Chissà quanto è contenta Giulia di sciare?
"E’ felicissima, anche perché, grazie ad un albergatore di larghe vedute, è stato adattato tutto un Hotel alle persone con disabilità. E poi per tutta la settimana godiamo della compagnia e dell’aiuto della dottoressa Pedrinazzi."
Crescendo, Giulia acquisirà sempre più autonomia.
"Si spera, non lo sappiamo, ma qualunque progresso è una vittoria e noi siamo felici per quello che riuscirà a fare. L’importante per questi bambini è sentirsi amati."
E in famiglia, come va con le sorelle più grandi?
"Sono molto brave, adorano Giulia e dicono sempre che la vita senza di lei sarebbe triste."
Giulia va a scuola?
"Si, in una scuola internazionale ed è integrata in un progetto pilota, l’unico disponibile in tutto il Belgio, perché non è prevista l’integrazione dei bambini con handicap, ma vengono quasi nascosti in scuole speciali, gli autistici con gli austistici, i bambini down con i down e così via.

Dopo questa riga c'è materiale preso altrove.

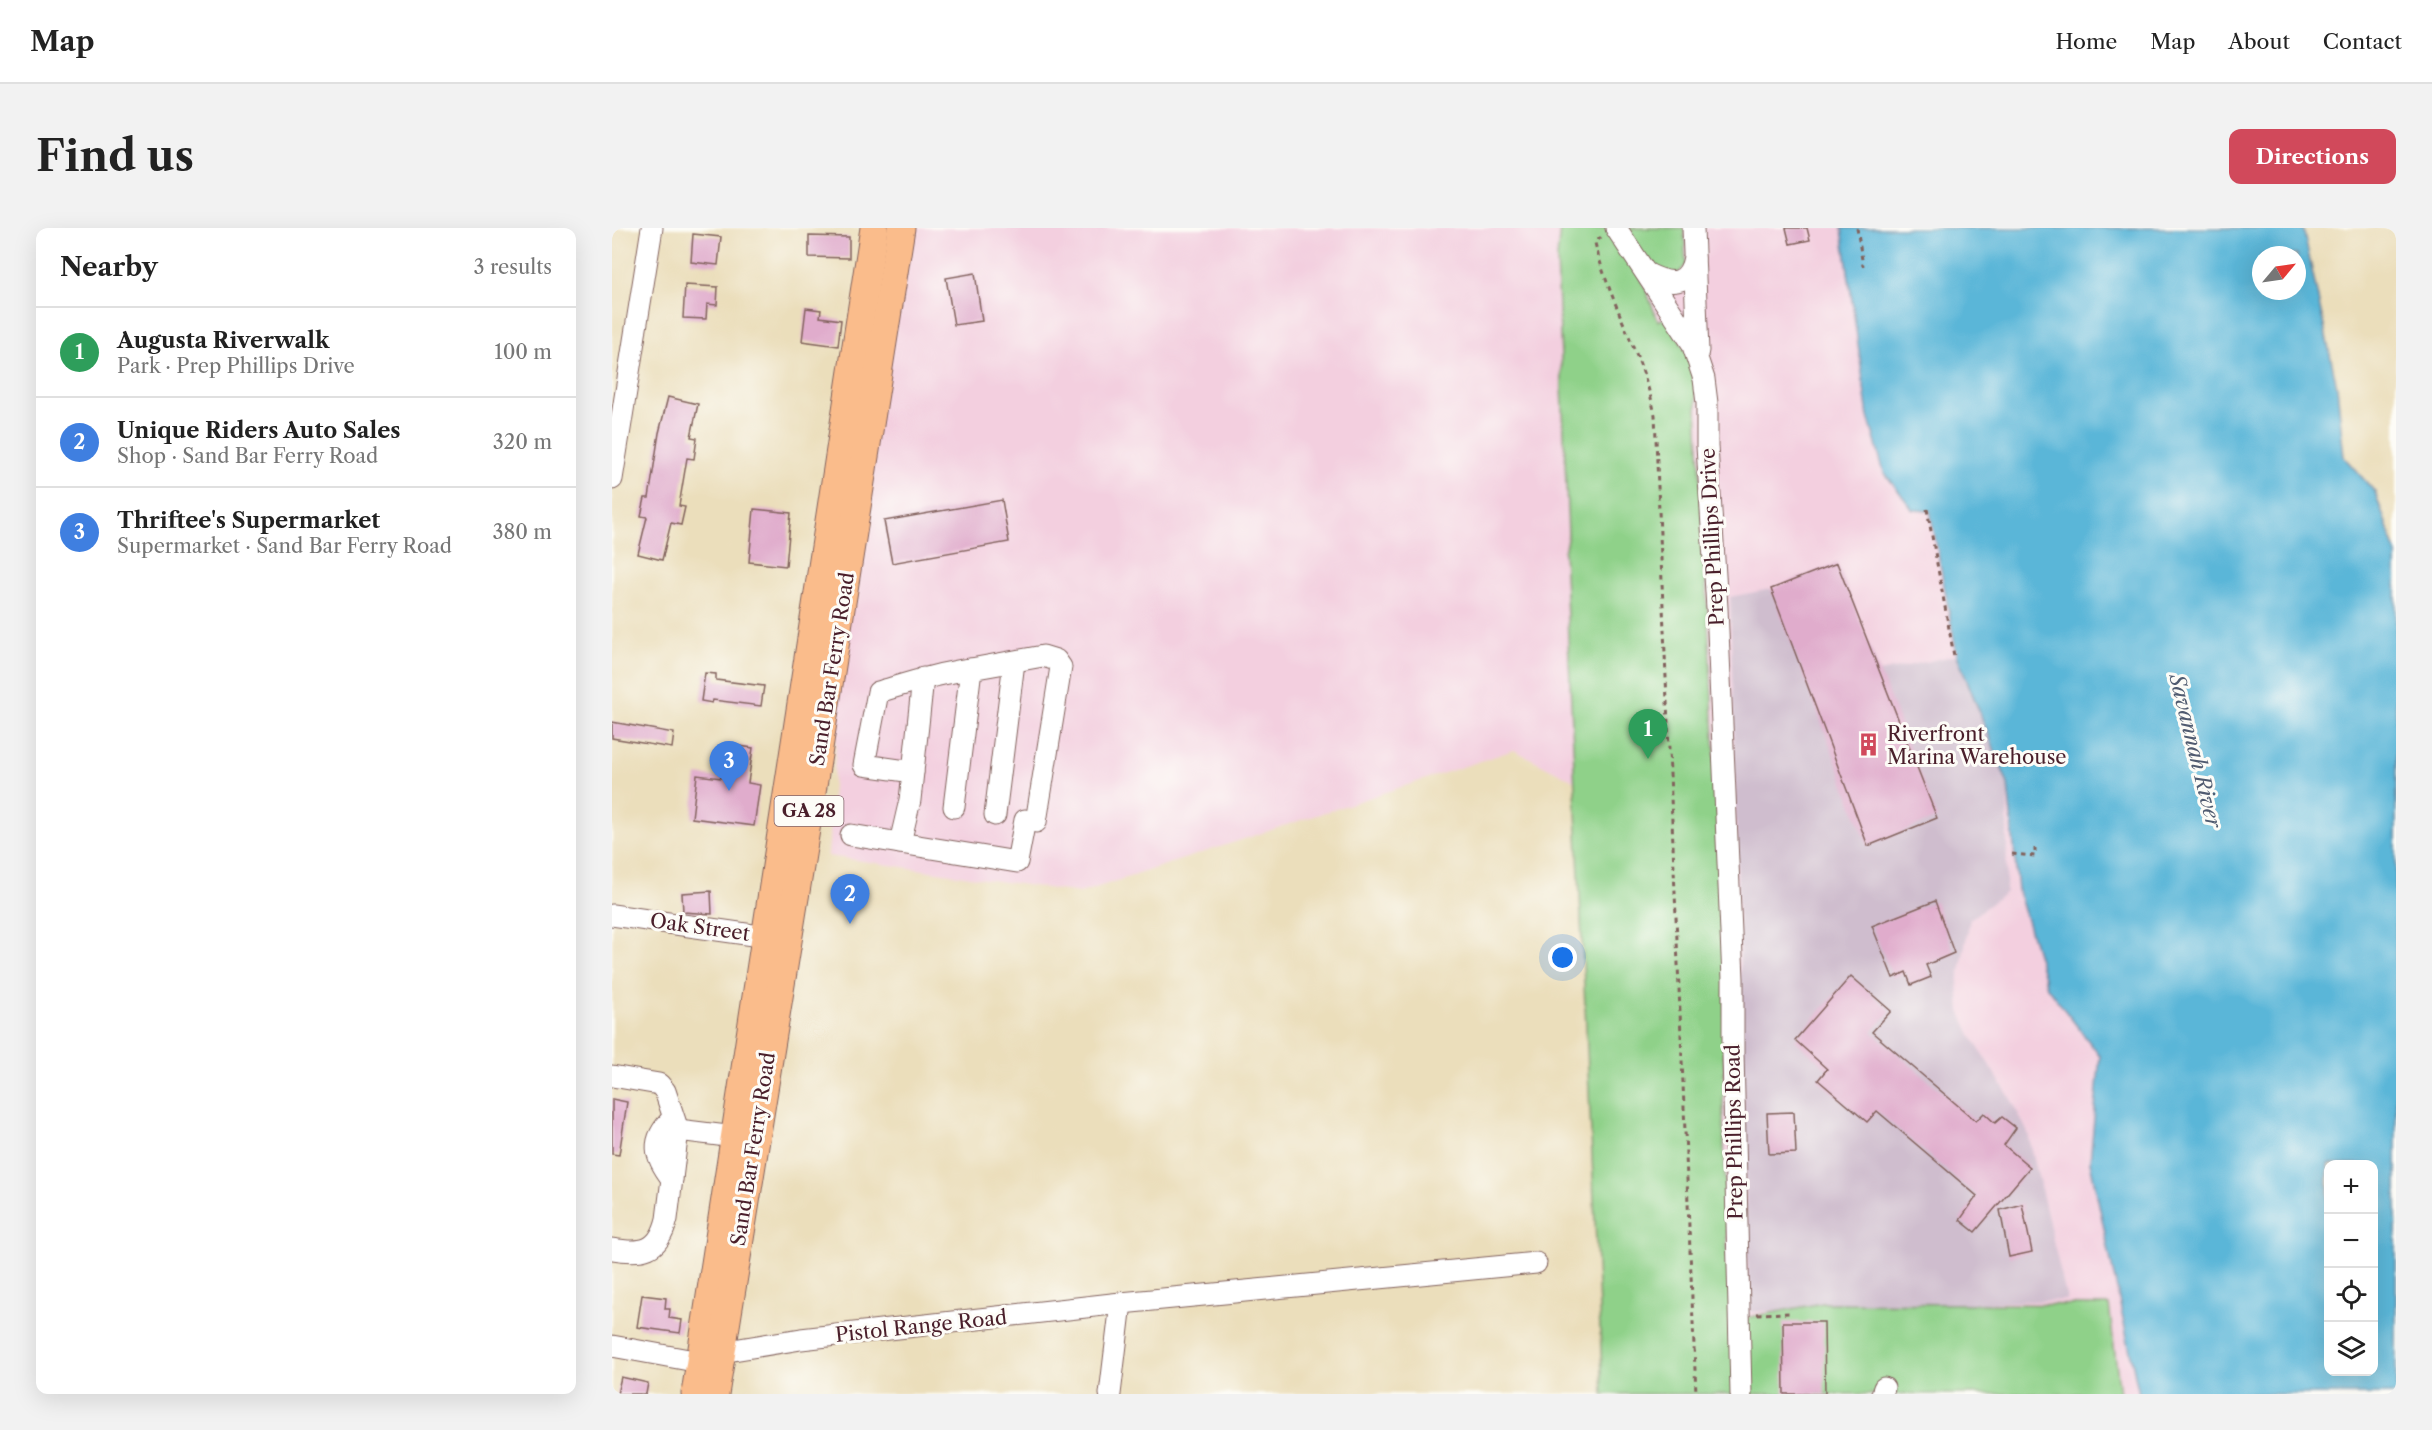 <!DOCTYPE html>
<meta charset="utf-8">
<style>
body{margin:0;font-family:"Libre Caslon Text",serif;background:#f2f2f2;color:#222}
.controls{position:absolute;right:18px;bottom:18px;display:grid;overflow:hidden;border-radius:12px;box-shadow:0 6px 24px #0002}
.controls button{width:54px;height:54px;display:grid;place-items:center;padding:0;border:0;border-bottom:2px solid #e0e0e0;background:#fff;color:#222;font:30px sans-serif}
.compass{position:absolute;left:1640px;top:18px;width:54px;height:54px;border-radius:50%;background:#fff;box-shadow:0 6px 24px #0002;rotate:61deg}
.you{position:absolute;left:951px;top:730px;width:21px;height:21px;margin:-15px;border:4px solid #fff;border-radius:50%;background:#1a73e8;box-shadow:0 0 0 9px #1a73e833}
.badge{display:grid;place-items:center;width:39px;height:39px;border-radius:50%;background:#d1495b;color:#fff;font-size:20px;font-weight:700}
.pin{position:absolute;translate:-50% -50px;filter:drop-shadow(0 2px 3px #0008)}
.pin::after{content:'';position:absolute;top:32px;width:21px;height:18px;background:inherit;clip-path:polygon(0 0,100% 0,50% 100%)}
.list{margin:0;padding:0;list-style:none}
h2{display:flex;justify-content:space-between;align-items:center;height:78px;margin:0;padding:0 24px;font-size:26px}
h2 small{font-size:20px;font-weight:400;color:#767676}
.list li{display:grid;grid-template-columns:39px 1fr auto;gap:18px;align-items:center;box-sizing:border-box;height:90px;padding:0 24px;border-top:2px solid #e0e0e0}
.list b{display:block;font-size:22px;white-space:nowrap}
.list p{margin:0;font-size:20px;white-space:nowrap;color:#767676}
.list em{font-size:20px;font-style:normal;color:#767676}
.icon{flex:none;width:33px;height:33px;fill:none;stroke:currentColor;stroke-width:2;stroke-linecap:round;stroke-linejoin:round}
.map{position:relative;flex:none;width:1784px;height:1166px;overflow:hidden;border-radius:12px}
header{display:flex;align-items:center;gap:36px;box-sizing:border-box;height:84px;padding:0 30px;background:#fff;border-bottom:2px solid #e0e0e0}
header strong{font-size:28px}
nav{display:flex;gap:33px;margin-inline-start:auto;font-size:21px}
.intro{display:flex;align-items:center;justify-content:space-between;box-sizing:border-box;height:144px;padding:0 36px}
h1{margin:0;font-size:42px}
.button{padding:15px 27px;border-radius:12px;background:#d1495b;color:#fff;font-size:21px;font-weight:700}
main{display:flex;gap:36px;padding:0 36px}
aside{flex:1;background:#fff;border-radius:12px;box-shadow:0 6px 24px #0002}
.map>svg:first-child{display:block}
.built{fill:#f3cfdf}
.industrial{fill:#cfbdce}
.green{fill:#8fd189;stroke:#6c785a;stroke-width:1.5}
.water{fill:#5ab6d8;stroke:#526a82;stroke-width:1.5;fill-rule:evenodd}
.building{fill:#e0accc}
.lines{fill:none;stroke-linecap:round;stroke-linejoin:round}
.minor-casing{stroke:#82625d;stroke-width:23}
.major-casing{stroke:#82625d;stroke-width:29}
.path{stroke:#82625d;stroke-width:3;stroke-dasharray:4.5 4.5;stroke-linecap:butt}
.minor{stroke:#fff;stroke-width:21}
.major{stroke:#fabc8b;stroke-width:27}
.labels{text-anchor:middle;stroke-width:6;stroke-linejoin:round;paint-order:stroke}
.shield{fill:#fdfcf7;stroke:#806168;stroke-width:1.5}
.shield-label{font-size:18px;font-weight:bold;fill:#4a1f2b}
.street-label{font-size:20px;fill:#4a1f2b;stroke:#fdfcf7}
.poi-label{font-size:20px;fill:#4a1f2b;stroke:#fdfcf7;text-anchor:start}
.water-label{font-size:21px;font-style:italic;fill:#505b70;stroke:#fdfcf7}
</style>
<header>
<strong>Map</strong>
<nav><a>Home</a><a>Map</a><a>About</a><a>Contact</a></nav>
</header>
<div class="intro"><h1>Find us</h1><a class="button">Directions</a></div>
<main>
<aside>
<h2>Nearby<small>3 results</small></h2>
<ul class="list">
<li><span class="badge" style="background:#2e9e5b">1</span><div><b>Augusta Riverwalk</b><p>Park · Prep Phillips Drive</p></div><em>100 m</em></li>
<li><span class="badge" style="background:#3f7fe0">2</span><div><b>Unique Riders Auto Sales</b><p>Shop · Sand Bar Ferry Road</p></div><em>320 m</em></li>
<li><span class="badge" style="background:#3f7fe0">3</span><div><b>Thriftee's Supermarket</b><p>Supermarket · Sand Bar Ferry Road</p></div><em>380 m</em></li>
</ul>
</aside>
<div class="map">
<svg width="1784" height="1166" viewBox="0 0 1784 1166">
<rect width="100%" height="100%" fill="#fdfcf7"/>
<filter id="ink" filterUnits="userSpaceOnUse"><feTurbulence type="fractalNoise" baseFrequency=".0167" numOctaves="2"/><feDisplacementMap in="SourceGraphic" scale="12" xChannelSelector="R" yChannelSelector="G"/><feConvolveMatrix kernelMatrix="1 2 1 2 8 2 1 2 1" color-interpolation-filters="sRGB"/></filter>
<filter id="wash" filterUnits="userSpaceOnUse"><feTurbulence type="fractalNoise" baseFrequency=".008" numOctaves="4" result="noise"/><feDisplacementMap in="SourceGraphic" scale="24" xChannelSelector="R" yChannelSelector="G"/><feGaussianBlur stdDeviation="1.35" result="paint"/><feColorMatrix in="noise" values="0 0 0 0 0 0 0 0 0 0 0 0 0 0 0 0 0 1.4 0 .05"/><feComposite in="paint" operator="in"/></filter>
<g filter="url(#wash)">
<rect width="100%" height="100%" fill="#ebdebb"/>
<!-- built -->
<polygon class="built" points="280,0 1322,0 1619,1166 1053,1166 974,559 902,522 468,665 216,628 233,386"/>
<!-- industrial -->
<polygon class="industrial" points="1225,335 1268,444 1345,427 1396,556 1394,664 1358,691 1346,754 1348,783 1361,811 1400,873 1416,905 1455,1072 1137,1084 1118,369 1159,361"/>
<!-- green -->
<polygon class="green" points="948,0 1072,0 1074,37 1067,45 1027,44 1046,93 1056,89 1083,142 1114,739 1111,885 1116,1040 1121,1092 1211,1075 1497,1077 1508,1166 991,1166 952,324 956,307 945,30"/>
<!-- water -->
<path class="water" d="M1230,0H1691L1725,159L1732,229L1763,264L1784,324V1166H1527L1478,934L1488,828L1435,759L1406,662L1396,556L1345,427L1318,283L1301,282L1272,244L1256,188ZM1649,27H1685V63H1649ZM1716,936H1762V1144H1716Z"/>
<g id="blocks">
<!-- building -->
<g class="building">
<polygon points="1174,0 1195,0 1198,12 1178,16"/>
<polygon points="81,6 109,9 106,37 79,34"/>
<polygon points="197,8 237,9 237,30 197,29"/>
<polygon points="363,45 370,93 342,97 334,50"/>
<polygon points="73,57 106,59 105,77 95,76 94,91 71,90"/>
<polygon points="194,80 209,82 208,89 229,92 226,118 190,113"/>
<polygon points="56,169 86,176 79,209 85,210 82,231 75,230 67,278 73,279 69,297 59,295 50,332 26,326 35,289 29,288 33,270 37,270 47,205"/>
<polygon points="390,272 397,314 280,335 272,293"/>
<polygon points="142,281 179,285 174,338 137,334"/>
<polygon points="1225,335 1325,590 1256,618 1159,361"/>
<polygon points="93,445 104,446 104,452 152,458 149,478 101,472 100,475 89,473"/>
<polygon points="0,494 62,505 60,520 0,510"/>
<polygon points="113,516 141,520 136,555 148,557 142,598 80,590 85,547 109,550"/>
<polygon points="99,663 100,686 71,684 70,665"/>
<polygon points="1323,673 1342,725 1314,737 1319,749 1299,757 1294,744 1281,750 1260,698"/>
<polygon points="1239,748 1279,783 1260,804 1364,893 1372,885 1383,895 1390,889 1404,900 1392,917 1418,939 1363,1004 1348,992 1365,968 1265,883 1255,894 1206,852 1215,841 1183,812"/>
<polygon points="0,871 15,874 7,927 0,926"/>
<polygon points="1182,884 1184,925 1157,926 1155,885"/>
<polygon points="1410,976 1420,1024 1397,1029 1388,982"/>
<polygon points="30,1067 54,1070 53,1081 58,1081 57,1090 70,1092 68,1105 25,1099"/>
<polygon points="1171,1094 1212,1094 1213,1166 1172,1166"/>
<polygon points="9,1149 36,1155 34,1166 5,1166"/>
</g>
</g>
</g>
<g filter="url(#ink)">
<use href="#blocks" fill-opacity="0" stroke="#82625d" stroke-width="1.5"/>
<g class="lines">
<defs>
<g id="minor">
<polyline points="1004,0 1080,115 1092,151 1095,175 1095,218 1105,380 1121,751 1121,825 1129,1166"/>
<polyline points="1081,0 1086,123"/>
<path d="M1036,46C1058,57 1076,59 1082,30"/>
<polyline points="0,251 40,0"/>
<path d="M311,450L301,544L252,537L266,464C297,455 327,445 359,441"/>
<polyline points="301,544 298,572 288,615 405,634 413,592"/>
<polyline points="342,579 359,441 431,428 444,432 449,439 424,594"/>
<polyline points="383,587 402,434"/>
<polyline points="239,607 288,615"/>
<polyline points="0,687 155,709 168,713"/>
<path d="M0,848L47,856L53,863L66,902L55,991C47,1024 30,1026 0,1021"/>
<polyline points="66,902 123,909"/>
<path d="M60,951C42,928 38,912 61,890"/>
<polyline points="0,1118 88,1134 109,1124 189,1111 509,1075 924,1035"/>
<polyline points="498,1166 509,1075"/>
<polyline points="1270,1166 1272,1160"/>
</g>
<g id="major">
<polyline points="83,1166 262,0"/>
<polyline points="103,1166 201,558 289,0"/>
</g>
</defs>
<!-- minor casing -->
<use href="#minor" class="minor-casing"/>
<!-- major casing -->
<use href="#major" class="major-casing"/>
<!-- path -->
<g class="path">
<polyline points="1245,0 1251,38"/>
<path d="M989,9L983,15C997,74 1031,127 1043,187L1084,1166"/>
<polyline points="1315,281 1342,428"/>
<polyline points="1400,626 1423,628 1423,620"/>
<polyline points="1145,1086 1177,1085"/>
</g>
<!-- minor -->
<use href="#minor" class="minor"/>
<!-- major -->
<use href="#major" class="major"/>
</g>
</g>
<!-- icons -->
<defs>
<symbol id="building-bare" viewBox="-9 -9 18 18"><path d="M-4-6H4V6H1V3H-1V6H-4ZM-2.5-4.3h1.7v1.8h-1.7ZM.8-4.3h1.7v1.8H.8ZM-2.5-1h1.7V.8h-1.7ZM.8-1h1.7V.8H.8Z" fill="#d1495b" stroke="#fdfcf7" stroke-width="2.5" paint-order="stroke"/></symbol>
</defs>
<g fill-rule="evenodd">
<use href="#building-bare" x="1240" y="500" width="33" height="33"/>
</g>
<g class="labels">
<!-- shield labels -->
<rect class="shield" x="162.5" y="568" width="69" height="30" rx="4.5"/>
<g class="shield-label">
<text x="197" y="589">GA 28</text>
</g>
<!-- street labels -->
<g class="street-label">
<text transform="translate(1100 309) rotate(-93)" y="7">Prep Phillips Drive</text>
<text transform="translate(220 441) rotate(-81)" y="7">Sand Bar Ferry Road</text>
<text transform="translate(88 699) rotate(8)" y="7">Oak Street</text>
<text transform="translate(1122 904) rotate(-91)" y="7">Prep Phillips Road</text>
<text transform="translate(141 921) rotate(-81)" y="7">Sand Bar Ferry Road</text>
<text transform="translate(309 1098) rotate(-6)" y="7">Pistol Range Road</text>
</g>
<!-- poi labels -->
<g class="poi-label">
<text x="1275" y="513">Riverfront<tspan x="1275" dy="23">Marina Warehouse</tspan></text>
</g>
<!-- water labels -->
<g class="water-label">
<text transform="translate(1583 523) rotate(76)" y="7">Savannah River</text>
</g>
</g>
</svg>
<div class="controls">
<button>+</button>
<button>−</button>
<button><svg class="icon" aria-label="locate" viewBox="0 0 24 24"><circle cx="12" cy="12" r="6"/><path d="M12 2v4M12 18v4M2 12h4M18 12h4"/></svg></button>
<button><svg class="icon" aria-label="layers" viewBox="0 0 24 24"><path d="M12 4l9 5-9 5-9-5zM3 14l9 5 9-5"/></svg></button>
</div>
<svg class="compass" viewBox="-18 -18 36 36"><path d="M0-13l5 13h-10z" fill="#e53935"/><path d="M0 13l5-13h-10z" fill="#767676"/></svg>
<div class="you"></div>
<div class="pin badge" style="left:1036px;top:531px;background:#2e9e5b">1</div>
<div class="pin badge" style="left:238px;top:696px;background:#3f7fe0">2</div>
<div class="pin badge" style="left:117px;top:563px;background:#3f7fe0">3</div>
</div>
</main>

In Belgio non si vede mai un handicappato per strada, perché tutto ciò che non corrisponde a criteri di efficienza, bellezza, funzionalità viene relegato negli ospizi, nelle scuole speciali, oppure c’è l’eutanasia; hanno votato l’eutanasia anche per gli ammalati di Alzheimer, non dico altro, è un Paese molto difficile. Pensano di facilitare le cose eliminando il problema alla radice, perché può dare fastidio tutto ciò che rimette in discussione il senso che si vuole dare alla vita e si cerca di nascondere il diverso."
Come definirebbe la vita di Giulia?
"Una vita felice, perché la prova e la sofferenza, come nel caso di un bambino con handicap, non sono sinonimo di infelicità o di tristezza; la vita di Giulia non è né infelice, né triste, come pure la nostra vita con Giulia. Siamo di fronte alla scelta tra subire la situazione o decidere di essere felici. E’ una scelta concreta da rifare più volte al giorno, perché ci sono momenti impegnativi, ma nessun ripensamento."